MostHost_LA · December 28, 2022, 11:42pm

Well wait a minute there…
Thats got to do with the mathematic formulas involved, its not just the same image as it were and you call it a day.
The cost comes in due to the number of instructions, which on some of those techniques are per pixel, multiple times (passes).

The “cost” of a single texture can actually be really high, on something like a landscape - to the point you want to strip even the most basic stuff and re-use a base color channel as a basis for height blends for example.

Or insignificant on something like water, where you usually sample the same normal 4 times with diffetebt UVs but adding in an extra image ends up looking better &and& costing less…

BananableOffense · December 29, 2022, 1:26am

Right, that’s my point exactly. You’re doing math - often per pixel - when you sample a texture. You can save most of all of the memory cost on subsequent samples but that isn’t a green light to load dozens of Texture Sample nodes in a material because they all have unique instructions such as UV transforms. I bring it up because OP specifically mentions “doing something” with UVs and mips which will increase the cost for additional samples (but still not near double) especially when using high resolution textures or UDIMs.
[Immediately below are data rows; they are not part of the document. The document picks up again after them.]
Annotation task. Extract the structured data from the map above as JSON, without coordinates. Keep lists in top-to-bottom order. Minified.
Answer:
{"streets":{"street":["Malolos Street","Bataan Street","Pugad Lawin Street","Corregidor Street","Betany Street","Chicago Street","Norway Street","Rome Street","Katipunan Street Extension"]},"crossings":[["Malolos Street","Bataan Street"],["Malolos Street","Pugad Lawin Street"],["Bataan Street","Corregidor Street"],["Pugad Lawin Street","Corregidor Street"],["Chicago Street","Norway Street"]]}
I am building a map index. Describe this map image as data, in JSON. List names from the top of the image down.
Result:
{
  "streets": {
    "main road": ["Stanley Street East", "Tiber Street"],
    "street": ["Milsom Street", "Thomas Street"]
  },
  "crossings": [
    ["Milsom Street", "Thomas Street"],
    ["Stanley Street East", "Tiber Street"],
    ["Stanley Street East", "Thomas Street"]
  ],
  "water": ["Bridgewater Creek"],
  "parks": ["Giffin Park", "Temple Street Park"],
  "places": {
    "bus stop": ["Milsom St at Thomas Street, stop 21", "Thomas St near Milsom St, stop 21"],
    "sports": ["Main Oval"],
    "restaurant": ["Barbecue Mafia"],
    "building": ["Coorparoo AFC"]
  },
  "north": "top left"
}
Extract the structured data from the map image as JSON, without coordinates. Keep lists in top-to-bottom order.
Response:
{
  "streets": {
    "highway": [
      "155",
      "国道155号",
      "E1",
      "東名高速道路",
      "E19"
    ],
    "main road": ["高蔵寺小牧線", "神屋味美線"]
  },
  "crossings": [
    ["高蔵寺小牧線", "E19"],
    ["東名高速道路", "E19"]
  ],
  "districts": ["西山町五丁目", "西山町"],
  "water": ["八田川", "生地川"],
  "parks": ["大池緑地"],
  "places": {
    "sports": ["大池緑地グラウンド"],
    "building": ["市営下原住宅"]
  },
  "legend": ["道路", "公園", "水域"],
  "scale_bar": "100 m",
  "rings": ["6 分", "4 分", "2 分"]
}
MostHost_LA · December 29, 2022, 3:39am

I often put stuff (read as math) in a custom UV just to have it computed faster (gpu vs cpu) even when it doesn’t really need it.

In a way, “doing stuff” to the UV and re-sampling is maybe even 1/4 the cost of an extra texture… milage may vary.

Gfx cards are way faster at computation than you’d think. In spite of the 40x series bringing nearly nothing if not a higher cost to the table

Either way, as an extra tip for Op, just set your editor to Shader Complexity mode, and fine tune the material.

As a general rule of thumb for large (landscape components, around 100m^2) you get in the red with 9 textures (not necessarily just samples).

For landscape particularly, more layers = more complexity = shared wrap costs you more just because you can apply many layers to a single component…

Frenetic · December 29, 2022, 4:24am

^^^ This. I thought it would be standard practice to make a performance pass, and for materials, why wouldn’t one load up any free custom-UVs with all possible maths?

BananableOffense · December 29, 2022, 5:02am

Well for one because the Vertex Interpolator node exists so there isn’t much need to go through the process of doing that manually. But to each their own workflow.
And as your comment implies not all math can be done per vertex. All that said I agree that math is almost always cheaper than memory and per vertex over per pixel whenever possible.
I’m just making the point that just because sampling the second time isn’t as expensive as the first, it’s not open season. Once again, you very frequently see performance concerns about having to sample the same texture multiple times when using techniques that require it like tri-planar, anti-tiling, blurs, PoM, etc.
I am really glad that modern GPUs are as good as they are. The hoops you used to have to jump through to get something to look good and run decent even as recently as PS4. We’re really spoiled these days.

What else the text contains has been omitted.